En 2019, elle a présenté ses conclusions à la police, qui a confirmé que l’homme avait travaillé dans l’établissement, mais a déclaré que trop de temps s’était écoulé pour porter des accusations.
Dans les années 1980, la famille n’avait aucune idée que le Monroe Developmental Center, qui a été fermé par l’État en 2013, avait connu de multiples incidents de maltraitance des résidents.
Au moins 10 membres du personnel avaient été identifiés comme pédophiles et violeurs de 1976 à 1985, y compris des superviseurs, des agents de sécurité et des bénévoles. Un certain nombre de résidents sont décédés dans des circonstances inhabituelles, dont un patient tétraplégique de 21 ans dont la température corporelle a grimpé lorsqu’il a été laissé dehors au soleil pendant quatre heures sans liquides, a indiqué le procès. Un autre résident est décédé après avoir avalé cinq gants chirurgicaux.
La mère de Cruz, désignée dans le procès sous le nom d’IC, vit aujourd’hui dans un établissement différent. L’Associated Press n’identifie pas les personnes qui ont été agressées sexuellement à moins qu’elles ne consentent à être nommées.
« Elle ne peut même pas parler pour dire ce qui lui est arrivé, et sans la grossesse, nous ne le saurions jamais », a déclaré mardi l’une de ses avocates, Susan Crumiller. « Et même sans l’enquête de sa fille, nous ne saurions toujours rien de la dissimulation institutionnelle. »
Après la grossesse, les dossiers ont montré que les administrateurs de l’établissement ont suggéré un contrôle des naissances pour IC
Crumiller, qui a porté l’affaire avec l’avocate Carrie Goldberg, une avocate pour les victimes d’abus, a déclaré que le contrôle des naissances « n’aurait d’autre but que de cacher les abus continus, étant donné qu’elle n’a pas et n’aura jamais la capacité mentale de consentir ».
Dans un communiqué, l’Office for People with Developmental Disabilities a déclaré que même s’il ne pouvait pas commenter les litiges en cours, « la sécurité et le bien-être des personnes que nous soutenons sont la plus haute priorité de l’OPWDD ».
L’homme que Cruz a identifié comme étant son père n’est pas nommé comme accusé dans le procès. Il n’a pas pu être joint dans l’immédiat pour un commentaire. Les listes téléphoniques à son nom ont été déconnectées.
« Nous ne saurons probablement jamais combien d’autres patients ont été violés dans cet établissement, combien de fois notre client a été violé, combien d’autres violeurs il y avait », a déclaré Crumiller, « et c’est parce que l’établissement a dissimulé les abus. »

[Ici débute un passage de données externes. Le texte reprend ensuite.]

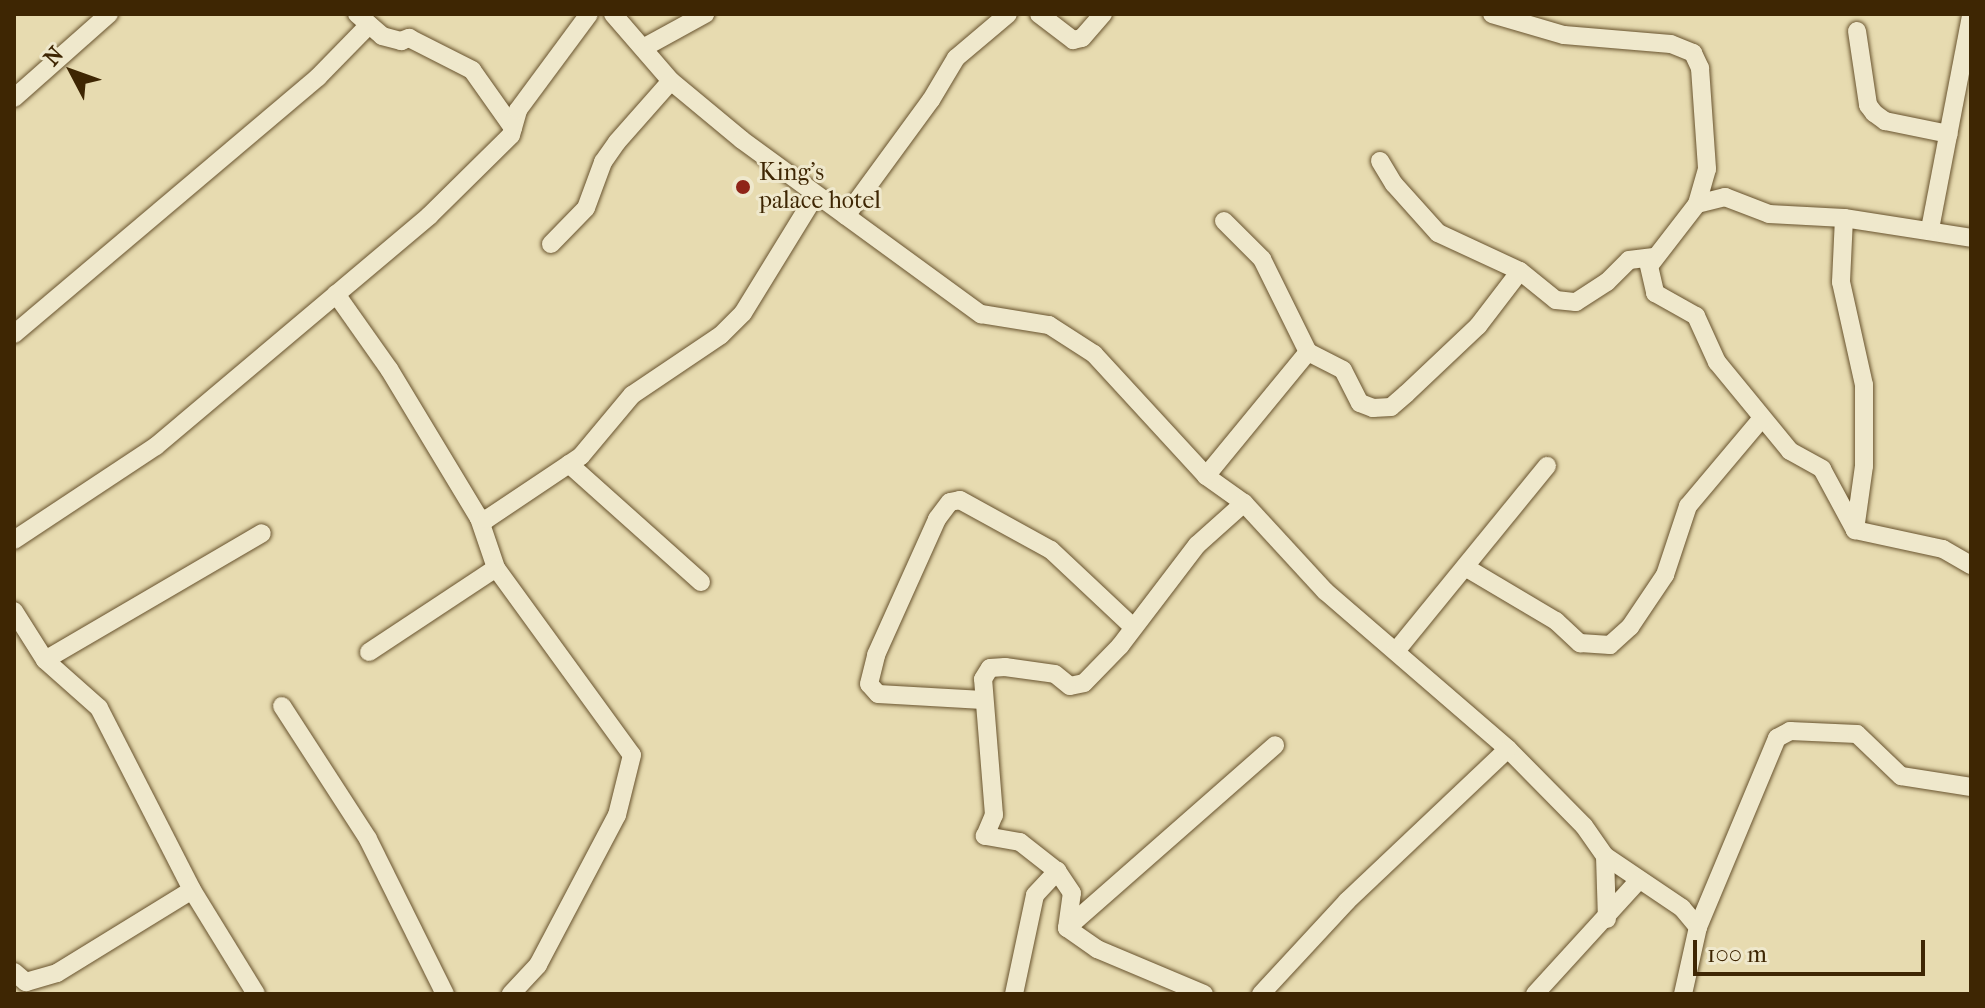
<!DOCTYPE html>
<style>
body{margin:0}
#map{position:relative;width:1985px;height:1008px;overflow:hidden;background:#e7dbb0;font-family:"IM FELL French Canon",serif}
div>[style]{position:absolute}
.roads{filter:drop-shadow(0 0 2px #68532e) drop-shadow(0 0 2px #68532e)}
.minor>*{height:18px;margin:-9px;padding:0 9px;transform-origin:9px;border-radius:9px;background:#efe8cc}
.dots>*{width:22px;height:22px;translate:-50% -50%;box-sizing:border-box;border:4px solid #efe8cc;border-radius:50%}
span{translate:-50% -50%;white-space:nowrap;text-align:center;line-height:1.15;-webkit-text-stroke:6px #efe8cc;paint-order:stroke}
.poi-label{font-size:24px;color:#3e2603}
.left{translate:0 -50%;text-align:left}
.frame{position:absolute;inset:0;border:16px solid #3e2603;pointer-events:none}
.north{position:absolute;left:32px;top:32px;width:80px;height:80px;-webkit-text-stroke:6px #efe8cc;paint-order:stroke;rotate:311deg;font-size:22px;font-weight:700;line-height:32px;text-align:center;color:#3e2603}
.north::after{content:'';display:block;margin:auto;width:28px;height:36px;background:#3e2603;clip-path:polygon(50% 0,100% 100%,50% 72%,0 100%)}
.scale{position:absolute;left:1693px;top:940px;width:232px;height:36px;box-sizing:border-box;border:4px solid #3e2603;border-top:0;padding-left:10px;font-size:24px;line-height:28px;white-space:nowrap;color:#3e2603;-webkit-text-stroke:6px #efe8cc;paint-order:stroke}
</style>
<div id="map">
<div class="roads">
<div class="minor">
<div style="left:357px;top:14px;width:33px;rotate:41deg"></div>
<div style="left:382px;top:36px;width:20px;rotate:15deg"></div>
<div style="left:401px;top:41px;width:9px;rotate:-21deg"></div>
<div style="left:409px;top:38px;width:71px;rotate:26.9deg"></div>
<div style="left:472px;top:70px;width:71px;rotate:54.7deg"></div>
<div style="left:613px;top:14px;width:89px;rotate:49.1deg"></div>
<div style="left:671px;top:81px;width:92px;rotate:39.7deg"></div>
<div style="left:742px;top:140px;width:296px;rotate:36.1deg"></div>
<div style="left:981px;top:314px;width:69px;rotate:9.2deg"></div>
<div style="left:1049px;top:325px;width:54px;rotate:32.8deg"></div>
<div style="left:1094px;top:354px;width:166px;rotate:47.4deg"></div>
<div style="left:1206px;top:476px;width:47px;rotate:35.4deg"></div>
<div style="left:1244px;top:503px;width:120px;rotate:47.4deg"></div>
<div style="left:1325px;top:591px;width:242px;rotate:40.8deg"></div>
<div style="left:1508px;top:749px;width:108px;rotate:45.4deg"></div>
<div style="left:1584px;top:826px;width:37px;rotate:55deg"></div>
<div style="left:1605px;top:856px;width:93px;rotate:34deg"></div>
<div style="left:1682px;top:908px;width:25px;rotate:50deg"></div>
<div style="left:1039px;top:14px;width:43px;rotate:37.4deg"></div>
<div style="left:1073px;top:40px;width:9px;rotate:-13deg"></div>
<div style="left:1082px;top:38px;width:32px;rotate:-49deg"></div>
<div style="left:1492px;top:14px;width:75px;rotate:16.3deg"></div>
<div style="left:1564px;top:35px;width:107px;rotate:4.8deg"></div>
<div style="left:1671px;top:44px;width:24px;rotate:22deg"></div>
<div style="left:1693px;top:53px;width:17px;rotate:65deg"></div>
<div style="left:1700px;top:68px;width:101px;rotate:86deg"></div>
<div style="left:1707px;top:169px;width:36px;rotate:106deg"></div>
<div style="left:1697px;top:204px;width:78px;rotate:127.7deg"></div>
<div style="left:1649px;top:266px;width:28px;rotate:77deg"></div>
<div style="left:1655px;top:293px;width:47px;rotate:29.3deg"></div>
<div style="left:1696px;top:316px;width:51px;rotate:65.5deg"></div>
<div style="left:1717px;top:362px;width:115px;rotate:50.6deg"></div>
<div style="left:1790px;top:451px;width:37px;rotate:29deg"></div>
<div style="left:1822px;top:469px;width:69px;rotate:61.6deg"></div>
<div style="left:1855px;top:530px;width:90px;rotate:12.2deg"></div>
<div style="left:1943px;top:549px;width:32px;rotate:30deg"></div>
<div style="left:1857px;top:31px;width:75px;rotate:81.5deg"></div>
<div style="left:1868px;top:105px;width:10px;rotate:53deg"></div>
<div style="left:1874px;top:113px;width:14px;rotate:36deg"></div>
<div style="left:1885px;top:121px;width:65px;rotate:11.5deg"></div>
<div style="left:643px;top:48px;width:71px;rotate:-28.7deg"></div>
<div style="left:14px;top:98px;width:127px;rotate:-41.5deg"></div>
<div style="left:1380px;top:161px;width:27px;rotate:59deg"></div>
<div style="left:1394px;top:184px;width:66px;rotate:48.1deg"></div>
<div style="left:1438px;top:233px;width:90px;rotate:24.9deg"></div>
<div style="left:1520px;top:271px;width:46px;rotate:38.9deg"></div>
<div style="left:1556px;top:300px;width:20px;rotate:6deg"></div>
<div style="left:1576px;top:302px;width:37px;rotate:-33deg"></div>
<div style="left:1607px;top:282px;width:31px;rotate:-45deg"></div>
<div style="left:1629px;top:260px;width:25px;rotate:-7deg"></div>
<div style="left:1697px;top:204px;width:29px;rotate:-14deg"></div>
<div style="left:1725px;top:197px;width:47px;rotate:21.1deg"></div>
<div style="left:1769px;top:214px;width:75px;rotate:3.1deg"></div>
<div style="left:1844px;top:218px;width:129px;rotate:8.9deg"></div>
<div style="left:846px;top:216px;width:144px;rotate:-53.8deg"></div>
<div style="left:931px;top:100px;width:49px;rotate:-59.2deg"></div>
<div style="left:956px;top:58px;width:68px;rotate:-40.2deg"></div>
<div style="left:1844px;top:218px;width:64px;rotate:92.7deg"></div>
<div style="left:1841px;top:282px;width:106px;rotate:77.4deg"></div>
<div style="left:1864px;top:385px;width:81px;rotate:90deg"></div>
<div style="left:1864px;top:466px;width:65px;rotate:98deg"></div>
<div style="left:1224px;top:221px;width:54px;rotate:45deg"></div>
<div style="left:1262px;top:259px;width:104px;rotate:63.7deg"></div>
<div style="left:1308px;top:352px;width:39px;rotate:27deg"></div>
<div style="left:1343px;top:370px;width:37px;rotate:63deg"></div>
<div style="left:1360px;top:403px;width:14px;rotate:21deg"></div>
<div style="left:1373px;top:408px;width:18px;rotate:-3deg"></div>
<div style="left:1391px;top:407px;width:20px;rotate:-41deg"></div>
<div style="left:1406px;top:394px;width:99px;rotate:-43.4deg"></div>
<div style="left:1478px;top:326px;width:69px;rotate:-52.6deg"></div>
<div style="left:1930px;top:229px;width:216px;rotate:-79.1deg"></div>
<div style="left:551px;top:244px;width:50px;rotate:-45.8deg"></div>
<div style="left:586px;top:208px;width:49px;rotate:-69.7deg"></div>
<div style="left:603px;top:162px;width:24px;rotate:-55deg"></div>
<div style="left:617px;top:142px;width:81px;rotate:-48.5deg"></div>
<div style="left:336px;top:294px;width:92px;rotate:54.8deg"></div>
<div style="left:389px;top:369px;width:174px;rotate:58.9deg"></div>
<div style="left:479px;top:518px;width:53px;rotate:71.2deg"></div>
<div style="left:496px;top:568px;width:231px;rotate:54deg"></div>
<div style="left:632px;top:755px;width:62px;rotate:104deg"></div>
<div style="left:617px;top:815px;width:170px;rotate:117.8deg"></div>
<div style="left:538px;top:965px;width:40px;rotate:133deg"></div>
<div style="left:14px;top:334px;width:398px;rotate:-40.2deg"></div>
<div style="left:318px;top:77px;width:73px;rotate:-45.6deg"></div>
<div style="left:569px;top:464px;width:177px;rotate:41.8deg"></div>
<div style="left:1206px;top:476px;width:161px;rotate:-50.6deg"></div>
<div style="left:479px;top:518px;width:8px;rotate:7deg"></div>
<div style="left:487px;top:519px;width:113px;rotate:-33.8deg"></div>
<div style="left:581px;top:456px;width:80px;rotate:-50.1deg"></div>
<div style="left:632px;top:395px;width:107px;rotate:-34deg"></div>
<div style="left:721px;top:335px;width:31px;rotate:-45deg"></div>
<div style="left:743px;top:313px;width:137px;rotate:-58.4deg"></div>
<div style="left:14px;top:540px;width:170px;rotate:-33.5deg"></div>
<div style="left:156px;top:446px;width:357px;rotate:-40.1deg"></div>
<div style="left:429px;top:216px;width:115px;rotate:-44.6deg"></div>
<div style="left:511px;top:135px;width:26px;rotate:-74deg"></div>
<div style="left:518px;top:110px;width:119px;rotate:-53.5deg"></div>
<div style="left:1465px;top:567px;width:106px;rotate:30.7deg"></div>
<div style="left:1556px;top:621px;width:33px;rotate:43deg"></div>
<div style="left:1580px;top:643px;width:30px;rotate:4deg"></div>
<div style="left:1610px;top:645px;width:27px;rotate:-42deg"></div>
<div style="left:1630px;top:627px;width:63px;rotate:-56.1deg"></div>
<div style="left:1665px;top:575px;width:73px;rotate:-71.6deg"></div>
<div style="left:1688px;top:506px;width:115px;rotate:-49.9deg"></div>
<div style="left:14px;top:611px;width:58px;rotate:57.7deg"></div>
<div style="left:45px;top:660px;width:72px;rotate:41.6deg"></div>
<div style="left:99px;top:708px;width:204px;rotate:62.9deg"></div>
<div style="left:192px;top:890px;width:122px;rotate:58.4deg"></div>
<div style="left:1396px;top:651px;width:239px;rotate:-50.8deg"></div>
<div style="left:369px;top:652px;width:152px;rotate:-33.5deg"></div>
<div style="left:45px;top:660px;width:251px;rotate:-30.3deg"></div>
<div style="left:983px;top:700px;width:105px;rotate:-176.7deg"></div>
<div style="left:878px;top:694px;width:13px;rotate:-132deg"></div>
<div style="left:869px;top:684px;width:30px;rotate:-76deg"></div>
<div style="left:876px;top:655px;width:149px;rotate:-65.8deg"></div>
<div style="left:937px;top:519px;width:21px;rotate:-53deg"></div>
<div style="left:950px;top:502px;width:10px;rotate:-11deg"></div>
<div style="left:960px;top:500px;width:104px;rotate:28.8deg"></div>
<div style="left:1051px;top:550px;width:111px;rotate:43.2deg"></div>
<div style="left:282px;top:706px;width:158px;rotate:57.1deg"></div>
<div style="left:368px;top:839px;width:173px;rotate:63.6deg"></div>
<div style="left:1605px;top:856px;width:63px;rotate:88.2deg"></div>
<div style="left:1067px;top:928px;width:35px;rotate:-82deg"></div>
<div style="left:1072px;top:893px;width:27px;rotate:-124deg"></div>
<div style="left:1057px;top:871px;width:47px;rotate:-141.9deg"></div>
<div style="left:1020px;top:842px;width:36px;rotate:-170deg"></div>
<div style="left:985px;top:836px;width:23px;rotate:-67deg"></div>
<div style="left:994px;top:815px;width:136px;rotate:-94.6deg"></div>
<div style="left:983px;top:679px;width:13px;rotate:-58deg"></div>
<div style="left:990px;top:668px;width:15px;rotate:-4deg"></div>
<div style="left:1005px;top:667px;width:50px;rotate:8deg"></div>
<div style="left:1055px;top:674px;width:19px;rotate:39deg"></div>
<div style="left:1070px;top:686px;width:14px;rotate:-12deg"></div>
<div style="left:1084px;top:683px;width:52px;rotate:-45.8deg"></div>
<div style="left:1120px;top:646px;width:127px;rotate:-52.7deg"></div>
<div style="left:1197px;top:545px;width:63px;rotate:-41.8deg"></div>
<div style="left:1067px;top:928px;width:277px;rotate:-41.3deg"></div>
<div style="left:1067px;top:928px;width:37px;rotate:35deg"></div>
<div style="left:1097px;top:949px;width:116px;rotate:22.8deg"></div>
<div style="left:14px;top:972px;width:16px;rotate:40deg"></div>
<div style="left:26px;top:982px;width:32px;rotate:-16deg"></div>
<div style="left:57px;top:973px;width:158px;rotate:-31.6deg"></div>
<div style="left:1014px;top:994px;width:101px;rotate:-78deg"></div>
<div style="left:1035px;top:895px;width:33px;rotate:-47deg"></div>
<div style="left:1261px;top:994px;width:127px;rotate:-47.2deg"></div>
<div style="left:1347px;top:901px;width:221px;rotate:-43.4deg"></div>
<div style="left:1535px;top:994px;width:154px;rotate:-47.6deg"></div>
<div style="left:1683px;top:994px;width:69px;rotate:-77.4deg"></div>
<div style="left:1698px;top:927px;width:205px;rotate:-67.3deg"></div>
<div style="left:1777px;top:738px;width:15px;rotate:-28deg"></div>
<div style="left:1790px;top:731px;width:67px;rotate:2.6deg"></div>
<div style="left:1857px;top:734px;width:61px;rotate:43.7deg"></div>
<div style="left:1901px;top:776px;width:71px;rotate:8.9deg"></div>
</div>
</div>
<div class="dots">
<div style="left:743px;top:187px;background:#8f2418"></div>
</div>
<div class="poi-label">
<span class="left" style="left:759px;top:187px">King's<br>palace hotel</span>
</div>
<div class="frame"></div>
<div class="north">N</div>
<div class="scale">100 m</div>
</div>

Le procès demande des dommages-intérêts non spécifiés.
Jusqu’en 2006, les accusations criminelles étaient interdites dans les affaires de viol à New York à moins qu’elles n’aient été portées dans les cinq ans suivant l’infraction. Les législateurs de New York ont alors aboli le délai de prescription pour le viol au premier degré, mais ces changements n’ont pas été appliqués rétroactivement aux anciens crimes.
En 2019, les législateurs de New York ont également prolongé le délai de prescription dans les cas de viol au deuxième et au troisième degré, les délais allant désormais de 10 à 20 ans, selon les spécificités du crime.